CNBC Television 30 June, 2021 - 04:57pm

Didi debut hands tip to Uber

Reuters 30 June, 2021 - 02:06pm

LONDON, June 30 (Reuters Breakingviews) - With the S&P 500 Index hovering near a record high as the quarter ends, it’s only fitting Didi Global’s (DIDI.N) initial public offering should deliver a first-day pop. Its U.S. depositary shares opened on Wednesday up nearly 20% from the $14 IPO price set the day before. That gave the Chinese ride-hailing giant a market capitalisation of around $80 billion read more . Headwinds including an antitrust probe at home – where almost all Didi’s business is done, despite the new “Global” in the name – may explain why much of that gain later slipped away.

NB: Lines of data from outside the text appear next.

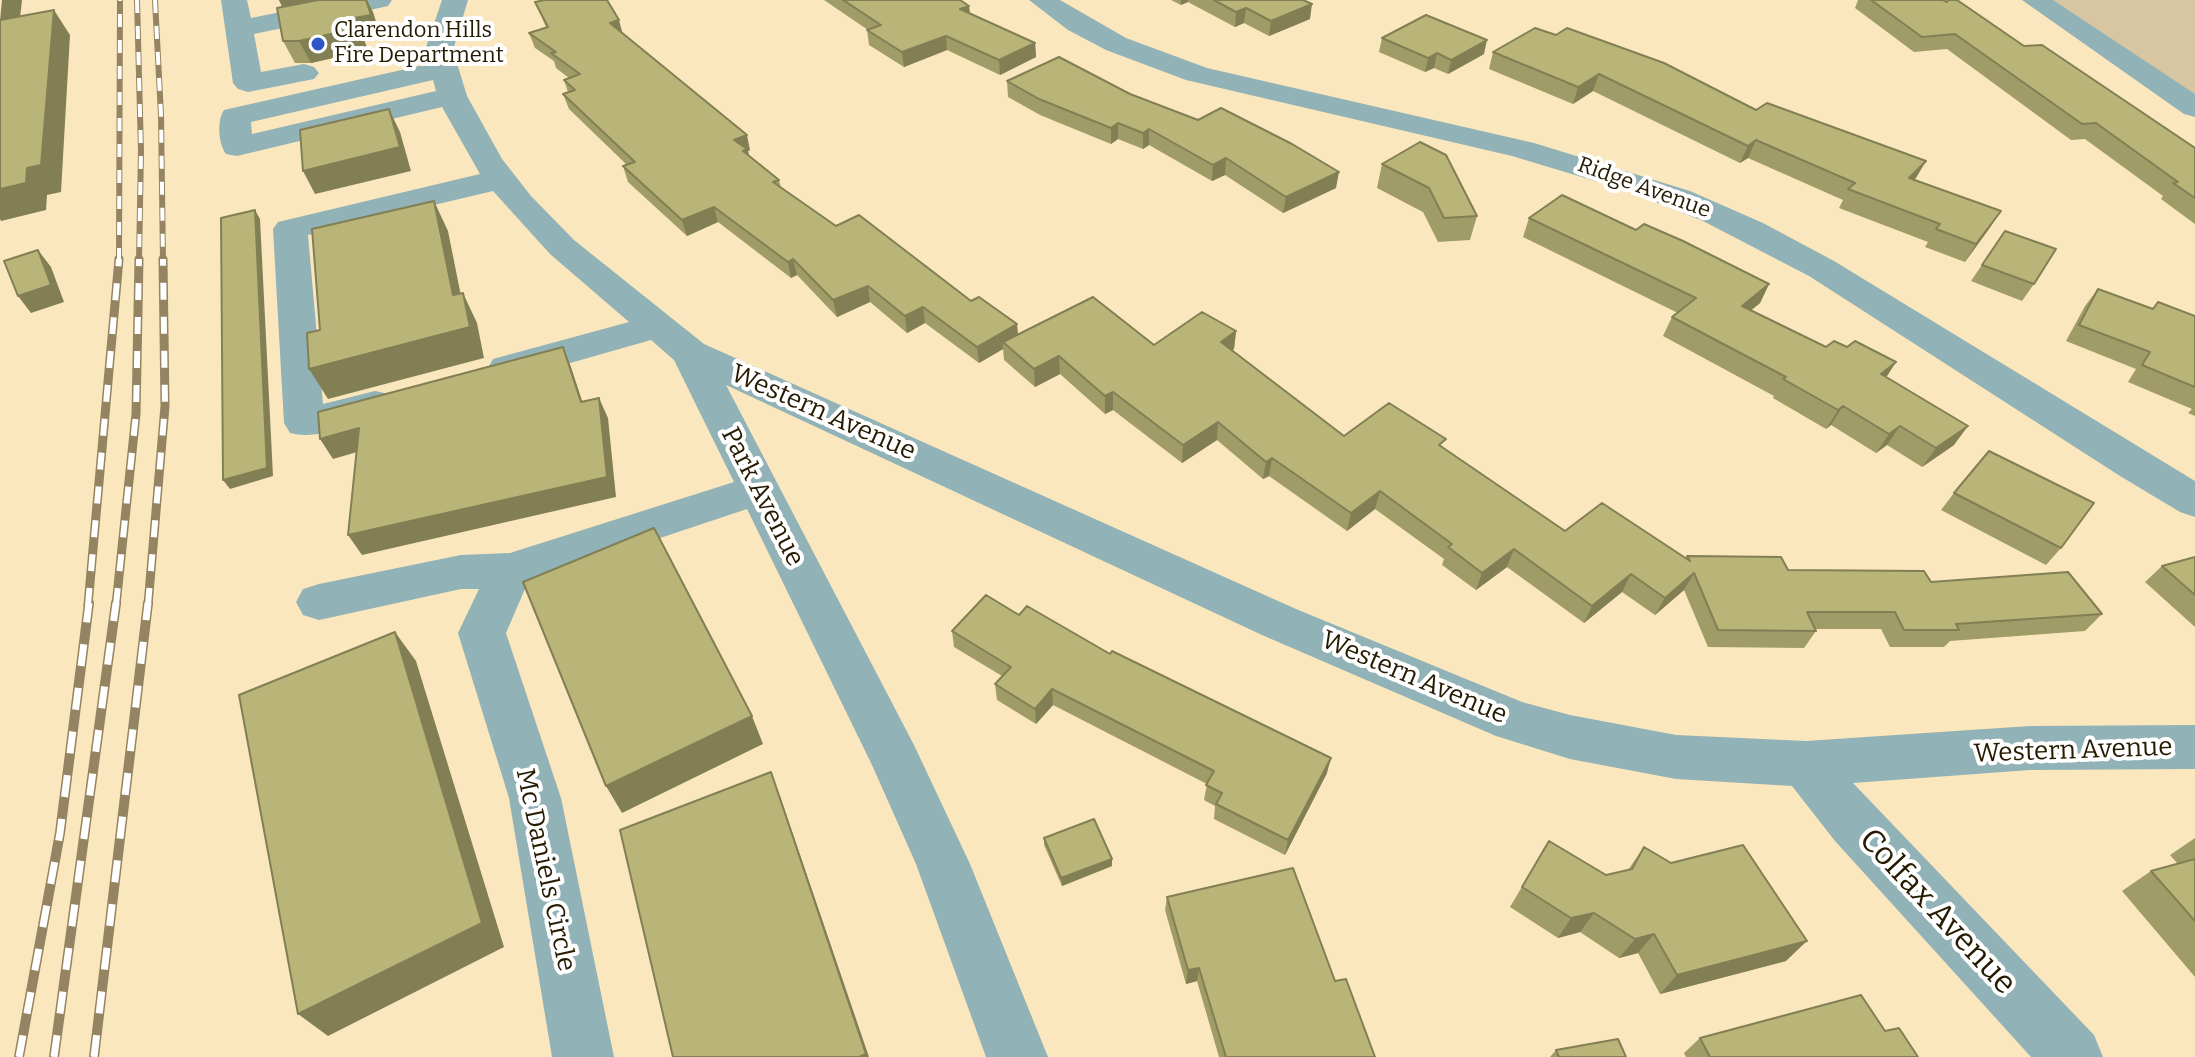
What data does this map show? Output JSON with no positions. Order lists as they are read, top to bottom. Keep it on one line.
{"streets":{"street":["Ridge Avenue","Western Avenue","Park Avenue","Mc Daniels Circle","Colfax Avenue"]},"crossings":[["Western Avenue","Park Avenue"],["Western Avenue","Colfax Avenue"]],"places":["Clarendon Hills Fire Department"]}
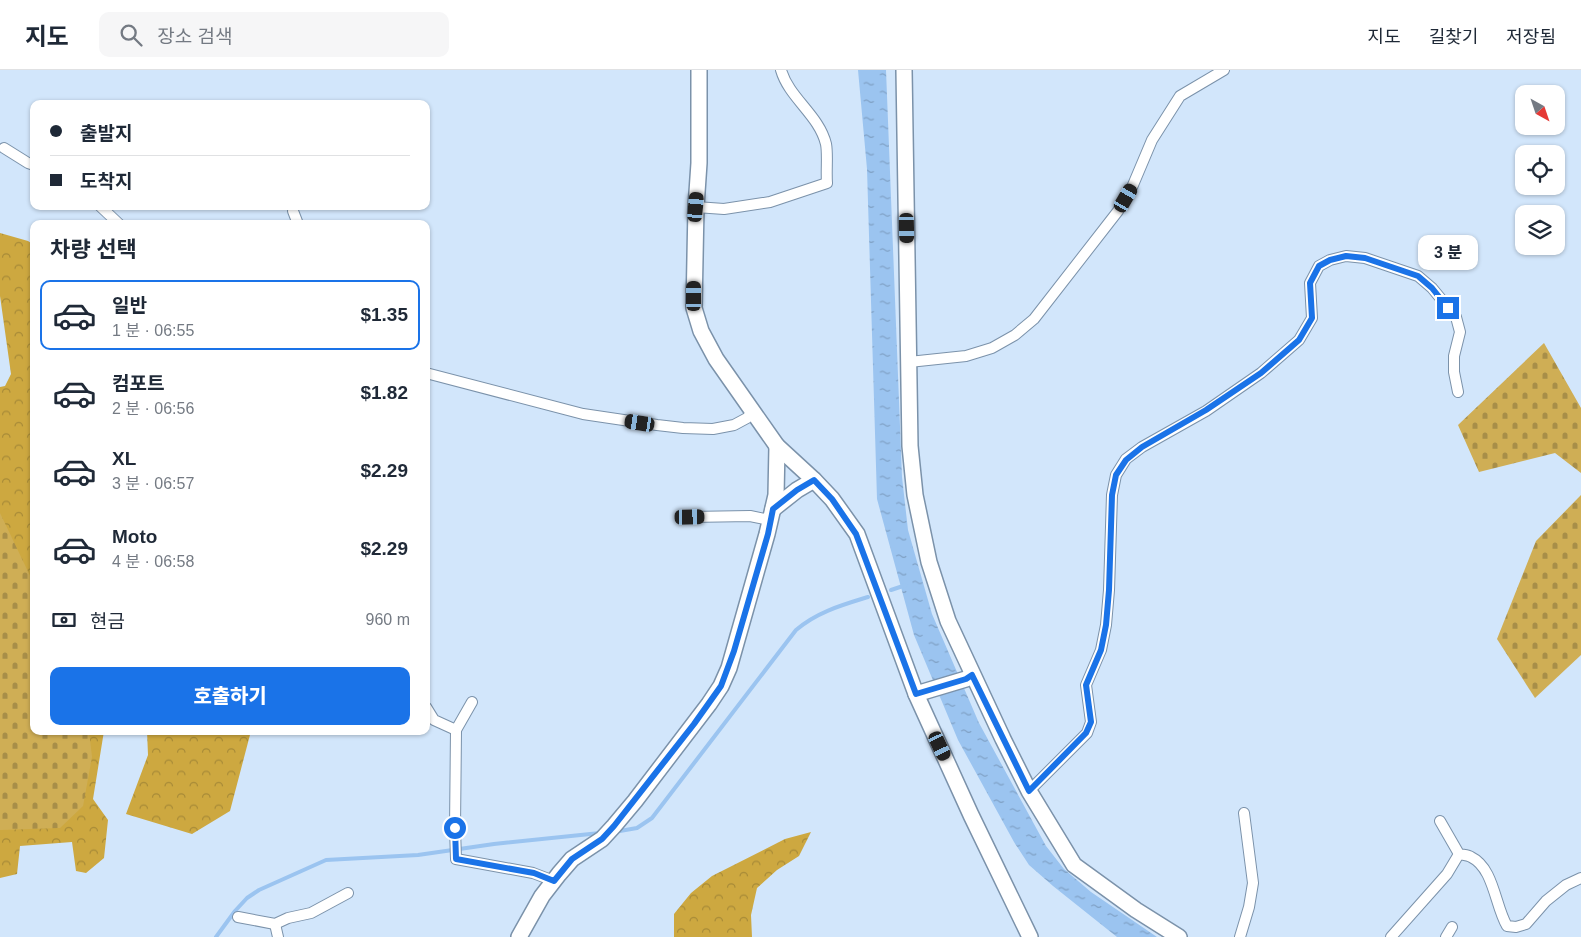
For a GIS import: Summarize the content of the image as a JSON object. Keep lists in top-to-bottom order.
{
  "north": "bottom right",
  "page": {
    "header": "지도",
    "search": "장소 검색",
    "nav": ["지도", "길찾기", "저장됨"],
    "banner": ["출발지", "도착지"],
    "heading": "차량 선택",
    "bubble": "3 분",
    "list": [
      {
        "name": "일반",
        "note": "1 분 · 06:55",
        "value": "$1.35"
      },
      {
        "name": "컴포트",
        "note": "2 분 · 06:56",
        "value": "$1.82"
      },
      {
        "name": "XL",
        "note": "3 분 · 06:57",
        "value": "$2.29"
      },
      {
        "name": "Moto",
        "note": "4 분 · 06:58",
        "value": "$2.29"
      }
    ],
    "pay": ["현금", "960 m"],
    "buttons": "호출하기"
  }
}
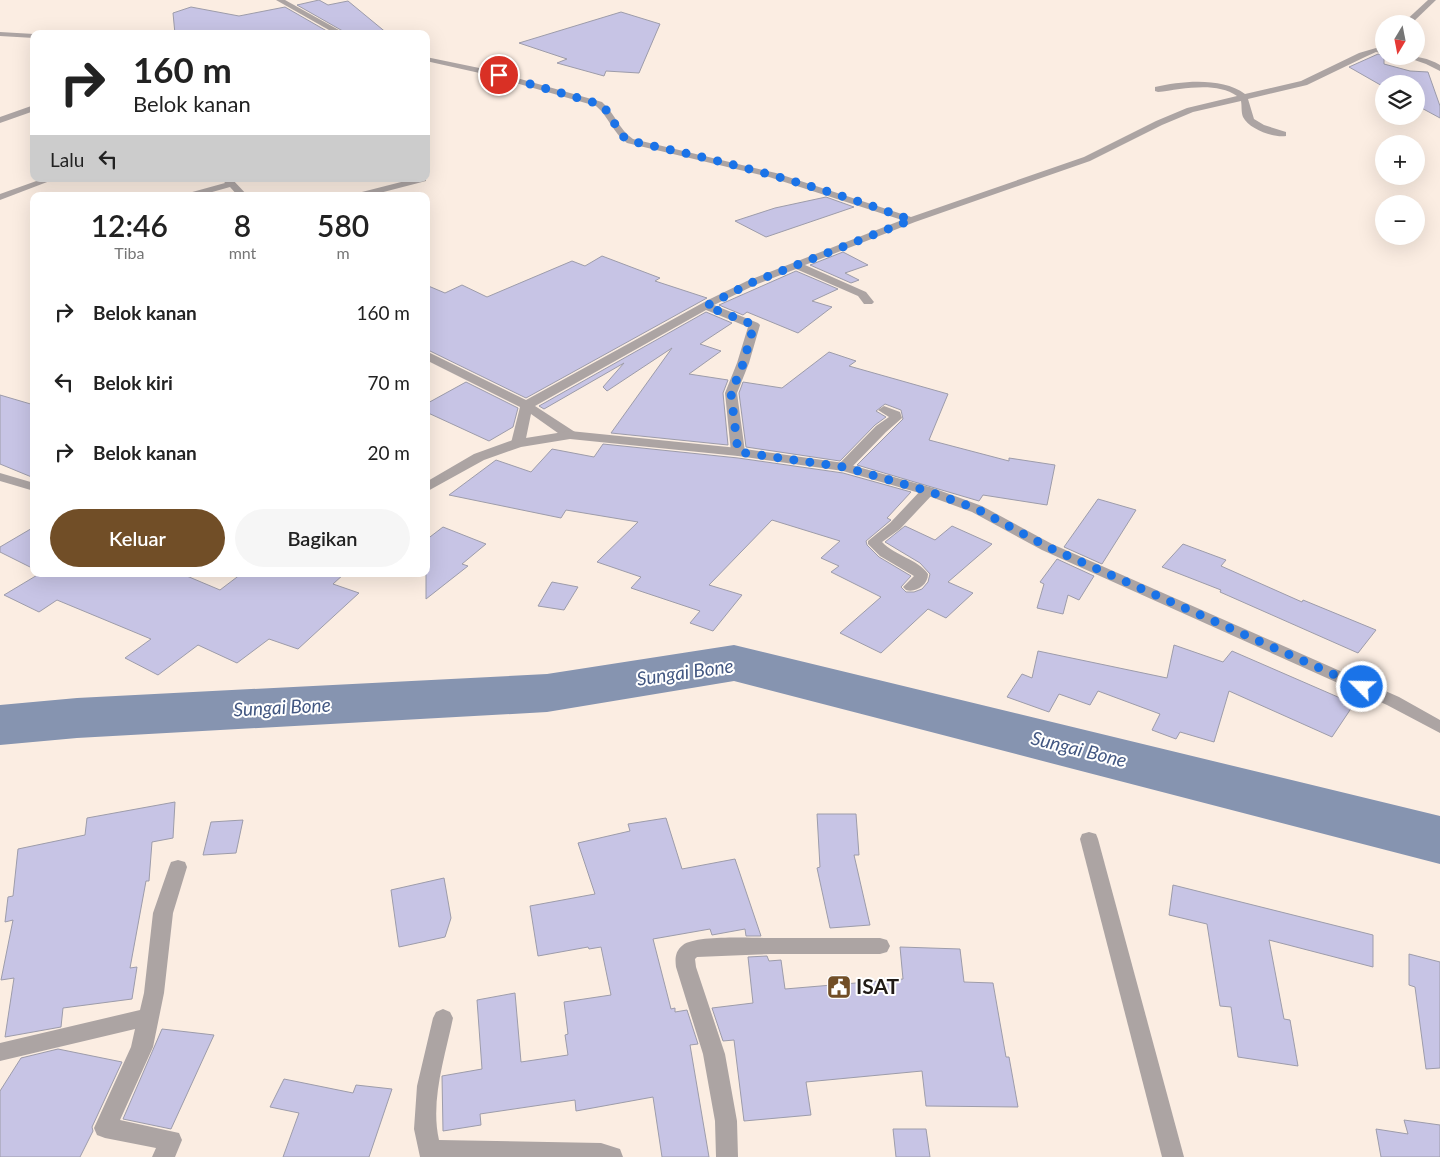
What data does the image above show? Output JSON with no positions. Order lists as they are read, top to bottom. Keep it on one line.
{"water":["Sungai Bone"],"places":{"public building":["ISAT"]},"north":"bottom","page":{"map_buttons":["+","−"],"turn":["160 m","Belok kanan"],"then":"Lalu","eta":["12:46","Tiba","8","mnt","580","m"],"list":[{"name":"Belok kanan","value":"160 m"},{"name":"Belok kiri","value":"70 m"},{"name":"Belok kanan","value":"20 m"}],"buttons":["Keluar","Bagikan"]}}
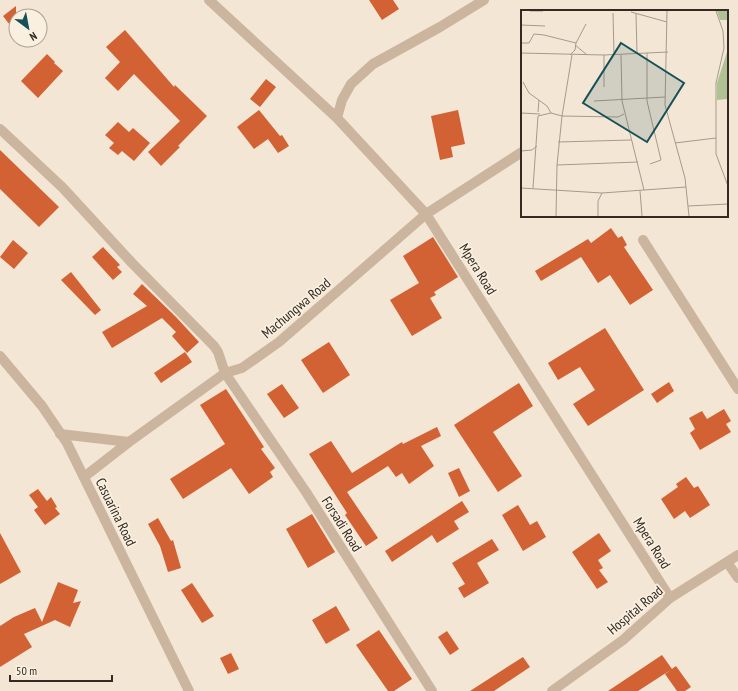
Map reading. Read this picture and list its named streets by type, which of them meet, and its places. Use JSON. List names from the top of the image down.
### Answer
{
  "streets": {
    "street": [
      "Mpera Road",
      "Machungwa Road",
      "Casuarina Road",
      "Forsadi Road",
      "Hospital Road"
    ]
  },
  "crossings": [
    ["Mpera Road", "Machungwa Road"],
    ["Mpera Road", "Hospital Road"],
    ["Machungwa Road", "Casuarina Road"],
    ["Machungwa Road", "Forsadi Road"]
  ],
  "scale_bar": "50 m",
  "north": "bottom right"
}
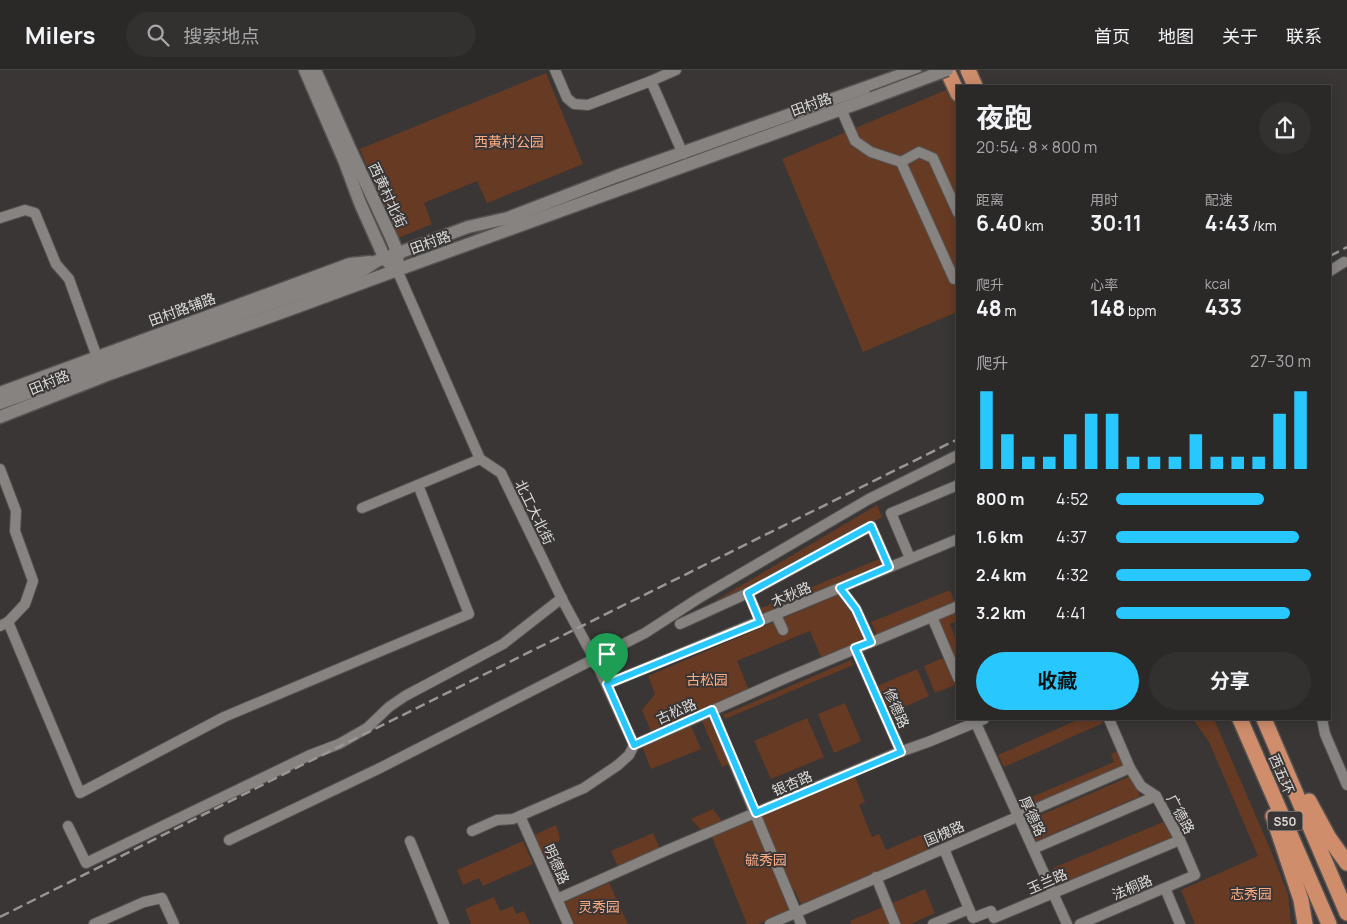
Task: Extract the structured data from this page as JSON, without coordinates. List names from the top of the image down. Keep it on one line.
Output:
{"streets":{"highway":["西五环","S50"],"main road":["田村路","西黄村北街","田村路辅路"],"street":["北工大北街","木秋路","修德路","古松路","银杏路","广德路","厚德路","国槐路","明德路","玉兰路","法桐路"]},"crossings":[["田村路","西黄村北街"],["田村路","田村路辅路"],["西黄村北街","田村路辅路"],["北工大北街","木秋路"],["北工大北街","古松路"],["修德路","古松路"],["修德路","银杏路"],["古松路","明德路"],["银杏路","厚德路"],["银杏路","明德路"],["广德路","国槐路"],["广德路","玉兰路"],["广德路","法桐路"],["厚德路","国槐路"],["厚德路","玉兰路"]],"parks":["西黄村公园","古松园","毓秀园","志秀园","灵秀园"],"page":{"header":"Milers","search":"搜索地点","nav":["首页","地图","关于","联系"],"heading":["夜跑","20:54 · 8 × 800 m"],"stats":[["距离","6.40 km"],["用时","30:11"],["配速","4:43 /km"],["爬升","48 m"],["心率","148 bpm"],["kcal","433"]],"chart":["爬升","27–30 m"],"list":[{"name":"800 m","note":"4:52"},{"name":"1.6 km","note":"4:37"},{"name":"2.4 km","note":"4:32"},{"name":"3.2 km","note":"4:41"}],"buttons":["收藏","分享"]}}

The debut still handed a tip to Didi’s U.S. counterpart, the $95 billion Uber Technologies (UBER.N). As part of a wise 2016 decision to stop trying to compete in China, Uber took what’s now a 12% stake in Didi. That was already worth $8 billion at the IPO price. Wednesday’s action added to that.

It’s hard to justify Didi’s current worth using the same valuation multiple investors attribute to Uber’s revenue, even allowing for growth read more . IPO investors will not be complaining, though. A rising stock-market tide lifts all boats. (By Richard Beales)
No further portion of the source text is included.